The most common sign of Lyme disease in dogs is arthritis, which causes sudden lameness, pain ands sometimes swelling in one or more joints. Other signs that may be seen include fever, lack of appetite, dehydration, inactivity, and swollen lymph nodes. In severe cases, the infection can cause kidney failure and death although this does not occur commonly in dogs. The signs of heart and nervous system dysfunction seen in infected humans are not often seen in animals. Humans often
show a skin rash that looks like a target but this is rarely seen in infected dogs.
A diagnosis of Lyme disease is usually made based upon a history of being in an endemic area, signs of arthritis and favorable response to treatment. There is a blood test that measures antibodies to the bacteria but many dogs that live in endemic regions will have a positive blood test.Dogs that have been vaccinated for Lyme disease may have a positive blood test depending upon the type of blood test that is performed. There are several other causes of arthritis that occur in dogs that must also be considered.
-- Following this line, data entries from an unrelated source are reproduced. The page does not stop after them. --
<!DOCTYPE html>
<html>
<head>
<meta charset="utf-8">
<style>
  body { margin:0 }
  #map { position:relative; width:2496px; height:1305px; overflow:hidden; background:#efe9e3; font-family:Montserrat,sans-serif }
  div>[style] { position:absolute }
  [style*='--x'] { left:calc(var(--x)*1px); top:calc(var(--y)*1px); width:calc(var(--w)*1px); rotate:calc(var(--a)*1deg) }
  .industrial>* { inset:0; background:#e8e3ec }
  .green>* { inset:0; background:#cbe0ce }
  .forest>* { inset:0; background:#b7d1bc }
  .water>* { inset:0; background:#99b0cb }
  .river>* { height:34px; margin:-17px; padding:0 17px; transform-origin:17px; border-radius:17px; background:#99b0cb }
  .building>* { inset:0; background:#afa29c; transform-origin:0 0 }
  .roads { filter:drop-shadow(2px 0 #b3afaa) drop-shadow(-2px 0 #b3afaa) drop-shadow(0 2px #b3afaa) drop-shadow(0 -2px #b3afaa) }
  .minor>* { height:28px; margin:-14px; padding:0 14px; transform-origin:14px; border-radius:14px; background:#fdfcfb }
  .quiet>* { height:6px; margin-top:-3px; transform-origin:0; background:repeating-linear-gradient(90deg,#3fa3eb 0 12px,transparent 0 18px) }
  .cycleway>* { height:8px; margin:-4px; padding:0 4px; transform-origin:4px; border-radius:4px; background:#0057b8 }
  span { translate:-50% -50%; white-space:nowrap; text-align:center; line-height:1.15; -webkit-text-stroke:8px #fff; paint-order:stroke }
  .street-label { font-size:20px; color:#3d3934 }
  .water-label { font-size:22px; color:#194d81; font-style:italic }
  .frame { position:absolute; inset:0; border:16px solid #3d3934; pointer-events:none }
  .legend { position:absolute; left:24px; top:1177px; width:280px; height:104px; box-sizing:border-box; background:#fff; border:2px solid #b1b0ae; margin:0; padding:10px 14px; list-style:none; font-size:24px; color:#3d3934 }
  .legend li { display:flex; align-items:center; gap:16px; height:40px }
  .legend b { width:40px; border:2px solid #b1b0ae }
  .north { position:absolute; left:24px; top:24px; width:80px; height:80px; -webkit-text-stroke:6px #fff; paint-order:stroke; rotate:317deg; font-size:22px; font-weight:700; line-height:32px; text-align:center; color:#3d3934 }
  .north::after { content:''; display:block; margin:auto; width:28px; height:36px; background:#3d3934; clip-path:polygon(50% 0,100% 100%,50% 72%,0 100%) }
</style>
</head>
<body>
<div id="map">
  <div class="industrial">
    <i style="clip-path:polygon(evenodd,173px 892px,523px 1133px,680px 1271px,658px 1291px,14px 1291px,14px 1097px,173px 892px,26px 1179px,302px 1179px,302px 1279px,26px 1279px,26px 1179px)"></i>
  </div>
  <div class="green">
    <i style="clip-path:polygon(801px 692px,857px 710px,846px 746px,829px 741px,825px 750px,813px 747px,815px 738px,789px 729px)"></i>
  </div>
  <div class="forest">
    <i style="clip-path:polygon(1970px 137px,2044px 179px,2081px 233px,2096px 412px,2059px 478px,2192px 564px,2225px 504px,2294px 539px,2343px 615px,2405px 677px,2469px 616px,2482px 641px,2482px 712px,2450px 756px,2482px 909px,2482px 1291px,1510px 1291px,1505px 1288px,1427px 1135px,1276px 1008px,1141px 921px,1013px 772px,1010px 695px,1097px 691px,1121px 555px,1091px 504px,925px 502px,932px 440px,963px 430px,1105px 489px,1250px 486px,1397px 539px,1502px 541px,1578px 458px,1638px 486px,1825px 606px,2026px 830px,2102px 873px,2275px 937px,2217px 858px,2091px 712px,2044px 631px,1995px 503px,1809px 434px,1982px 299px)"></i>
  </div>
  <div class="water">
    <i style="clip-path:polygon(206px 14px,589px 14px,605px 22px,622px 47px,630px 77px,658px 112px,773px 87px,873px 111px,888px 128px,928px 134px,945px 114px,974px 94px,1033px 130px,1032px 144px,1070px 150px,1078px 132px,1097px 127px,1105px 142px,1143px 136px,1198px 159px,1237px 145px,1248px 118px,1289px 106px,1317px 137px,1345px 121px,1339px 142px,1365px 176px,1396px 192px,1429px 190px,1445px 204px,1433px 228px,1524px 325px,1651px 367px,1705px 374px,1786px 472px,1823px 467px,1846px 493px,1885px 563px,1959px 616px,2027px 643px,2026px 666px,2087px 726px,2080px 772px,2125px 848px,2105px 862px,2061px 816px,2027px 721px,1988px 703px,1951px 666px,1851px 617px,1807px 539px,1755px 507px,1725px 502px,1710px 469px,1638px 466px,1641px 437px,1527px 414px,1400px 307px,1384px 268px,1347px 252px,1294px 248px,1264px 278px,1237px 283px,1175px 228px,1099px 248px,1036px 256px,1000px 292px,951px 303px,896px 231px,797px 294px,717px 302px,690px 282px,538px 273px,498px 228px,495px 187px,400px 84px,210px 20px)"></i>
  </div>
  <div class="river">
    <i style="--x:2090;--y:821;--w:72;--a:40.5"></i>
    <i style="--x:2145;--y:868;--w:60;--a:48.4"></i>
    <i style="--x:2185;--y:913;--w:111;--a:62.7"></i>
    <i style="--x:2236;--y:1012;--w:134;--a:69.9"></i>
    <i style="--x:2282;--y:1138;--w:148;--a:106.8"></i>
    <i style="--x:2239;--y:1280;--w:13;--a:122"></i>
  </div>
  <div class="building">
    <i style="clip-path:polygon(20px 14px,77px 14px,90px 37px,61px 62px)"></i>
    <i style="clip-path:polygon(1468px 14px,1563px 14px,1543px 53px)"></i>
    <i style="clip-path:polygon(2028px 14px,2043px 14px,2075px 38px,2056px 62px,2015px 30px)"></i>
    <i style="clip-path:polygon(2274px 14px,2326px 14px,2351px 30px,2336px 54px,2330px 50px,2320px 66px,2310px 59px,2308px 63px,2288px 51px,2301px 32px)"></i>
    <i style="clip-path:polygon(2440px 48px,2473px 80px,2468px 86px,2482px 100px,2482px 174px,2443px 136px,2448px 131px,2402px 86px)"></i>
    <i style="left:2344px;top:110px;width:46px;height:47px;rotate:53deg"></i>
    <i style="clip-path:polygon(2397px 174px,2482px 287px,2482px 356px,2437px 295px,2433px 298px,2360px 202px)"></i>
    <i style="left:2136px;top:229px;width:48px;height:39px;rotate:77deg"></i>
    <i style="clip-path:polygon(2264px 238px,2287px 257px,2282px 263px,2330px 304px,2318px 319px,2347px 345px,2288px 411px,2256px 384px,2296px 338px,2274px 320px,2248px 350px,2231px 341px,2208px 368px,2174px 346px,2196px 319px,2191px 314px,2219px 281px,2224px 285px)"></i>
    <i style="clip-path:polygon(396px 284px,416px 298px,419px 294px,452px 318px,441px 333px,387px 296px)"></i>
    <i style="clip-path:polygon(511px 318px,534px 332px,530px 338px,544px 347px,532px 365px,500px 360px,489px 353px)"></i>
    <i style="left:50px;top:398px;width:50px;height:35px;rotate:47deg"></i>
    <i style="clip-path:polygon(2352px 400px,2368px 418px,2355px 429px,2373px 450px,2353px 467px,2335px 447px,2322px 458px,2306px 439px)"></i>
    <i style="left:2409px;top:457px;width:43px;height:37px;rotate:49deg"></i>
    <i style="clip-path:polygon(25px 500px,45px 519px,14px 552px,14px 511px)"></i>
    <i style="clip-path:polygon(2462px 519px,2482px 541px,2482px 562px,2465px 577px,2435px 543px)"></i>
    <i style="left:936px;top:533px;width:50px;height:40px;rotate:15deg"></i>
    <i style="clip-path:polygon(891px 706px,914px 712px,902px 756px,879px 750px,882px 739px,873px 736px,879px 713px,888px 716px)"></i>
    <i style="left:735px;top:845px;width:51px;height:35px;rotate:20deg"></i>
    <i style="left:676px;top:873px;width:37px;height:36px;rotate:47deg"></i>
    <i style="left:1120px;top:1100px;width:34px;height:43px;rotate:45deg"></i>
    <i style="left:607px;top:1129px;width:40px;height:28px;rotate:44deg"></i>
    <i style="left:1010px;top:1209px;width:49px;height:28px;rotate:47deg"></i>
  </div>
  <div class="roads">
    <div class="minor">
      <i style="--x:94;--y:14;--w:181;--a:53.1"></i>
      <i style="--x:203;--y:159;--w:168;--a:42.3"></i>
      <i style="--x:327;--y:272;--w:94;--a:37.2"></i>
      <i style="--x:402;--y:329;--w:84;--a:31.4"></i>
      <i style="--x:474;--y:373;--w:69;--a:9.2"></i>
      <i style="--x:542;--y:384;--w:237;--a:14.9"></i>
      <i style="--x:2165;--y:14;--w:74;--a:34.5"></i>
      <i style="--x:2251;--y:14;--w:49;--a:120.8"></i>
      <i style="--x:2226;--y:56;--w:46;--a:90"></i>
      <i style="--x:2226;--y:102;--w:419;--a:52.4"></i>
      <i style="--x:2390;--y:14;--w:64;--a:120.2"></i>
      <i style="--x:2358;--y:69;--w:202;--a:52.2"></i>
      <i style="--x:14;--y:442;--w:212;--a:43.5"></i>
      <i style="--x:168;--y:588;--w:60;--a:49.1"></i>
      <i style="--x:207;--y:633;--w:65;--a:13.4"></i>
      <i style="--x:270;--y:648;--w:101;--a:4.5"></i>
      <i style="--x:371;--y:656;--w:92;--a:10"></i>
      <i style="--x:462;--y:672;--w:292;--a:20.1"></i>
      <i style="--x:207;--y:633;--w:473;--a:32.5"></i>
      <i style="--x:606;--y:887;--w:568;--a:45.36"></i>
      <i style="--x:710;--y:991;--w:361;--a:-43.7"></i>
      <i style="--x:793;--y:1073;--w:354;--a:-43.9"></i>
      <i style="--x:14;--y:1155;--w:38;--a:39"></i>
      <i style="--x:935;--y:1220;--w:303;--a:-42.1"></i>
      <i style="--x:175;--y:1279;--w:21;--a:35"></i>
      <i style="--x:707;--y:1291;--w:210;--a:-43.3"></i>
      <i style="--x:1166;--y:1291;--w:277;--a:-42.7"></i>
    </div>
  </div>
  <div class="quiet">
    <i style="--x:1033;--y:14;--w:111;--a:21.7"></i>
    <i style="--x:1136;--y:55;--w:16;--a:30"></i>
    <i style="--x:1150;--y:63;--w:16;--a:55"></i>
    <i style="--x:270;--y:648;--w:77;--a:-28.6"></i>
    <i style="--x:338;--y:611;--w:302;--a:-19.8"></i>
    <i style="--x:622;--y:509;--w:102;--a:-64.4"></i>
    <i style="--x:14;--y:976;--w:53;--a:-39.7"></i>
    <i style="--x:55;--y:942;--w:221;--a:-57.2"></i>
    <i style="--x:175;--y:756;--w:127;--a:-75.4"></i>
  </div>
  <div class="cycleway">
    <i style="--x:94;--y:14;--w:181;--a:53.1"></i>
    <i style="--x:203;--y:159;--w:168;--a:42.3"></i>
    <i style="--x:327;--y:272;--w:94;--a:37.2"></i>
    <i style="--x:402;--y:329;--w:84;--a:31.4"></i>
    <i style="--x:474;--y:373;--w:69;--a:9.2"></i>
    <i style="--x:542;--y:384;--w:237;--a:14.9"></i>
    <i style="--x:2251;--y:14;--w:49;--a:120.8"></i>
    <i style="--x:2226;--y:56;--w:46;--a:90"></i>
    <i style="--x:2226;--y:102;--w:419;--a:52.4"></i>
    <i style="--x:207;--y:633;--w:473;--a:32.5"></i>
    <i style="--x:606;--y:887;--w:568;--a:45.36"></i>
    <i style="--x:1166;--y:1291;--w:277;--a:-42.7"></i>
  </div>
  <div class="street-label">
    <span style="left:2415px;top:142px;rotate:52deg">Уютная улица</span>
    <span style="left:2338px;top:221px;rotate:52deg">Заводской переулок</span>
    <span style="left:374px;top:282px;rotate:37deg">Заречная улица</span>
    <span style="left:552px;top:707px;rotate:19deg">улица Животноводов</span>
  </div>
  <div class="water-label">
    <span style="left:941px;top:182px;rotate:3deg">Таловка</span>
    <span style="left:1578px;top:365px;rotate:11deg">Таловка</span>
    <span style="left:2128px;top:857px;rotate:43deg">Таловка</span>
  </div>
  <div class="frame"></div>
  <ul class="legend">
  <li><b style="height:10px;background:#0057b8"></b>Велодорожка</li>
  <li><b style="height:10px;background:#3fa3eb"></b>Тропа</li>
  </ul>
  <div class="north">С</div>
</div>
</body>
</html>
Lyme disease in dogs often reponds rapidly to antibiotics Borrelia burgdorferi is easily treated with antibiotics. The signs of Lyme disease usually regress rapidly in response to treatment. If the disease remains untreated the disease becomes chronic and can cause kidney damage although dogs are much less likely to develop chronic disease than are people. The need for vaccination remains a controversial topic.
Animals in endemic areas are at greatest risk for infection. The best method of prevention is to avoid tick infested areas, especially in the spring when the young ticks are most active. When returning from a tick-infested area do a thorough search for ticks on both yourself and your animals. Ticks should be removed carefully with a tweezers, pinching the tick near the point they enter the skin.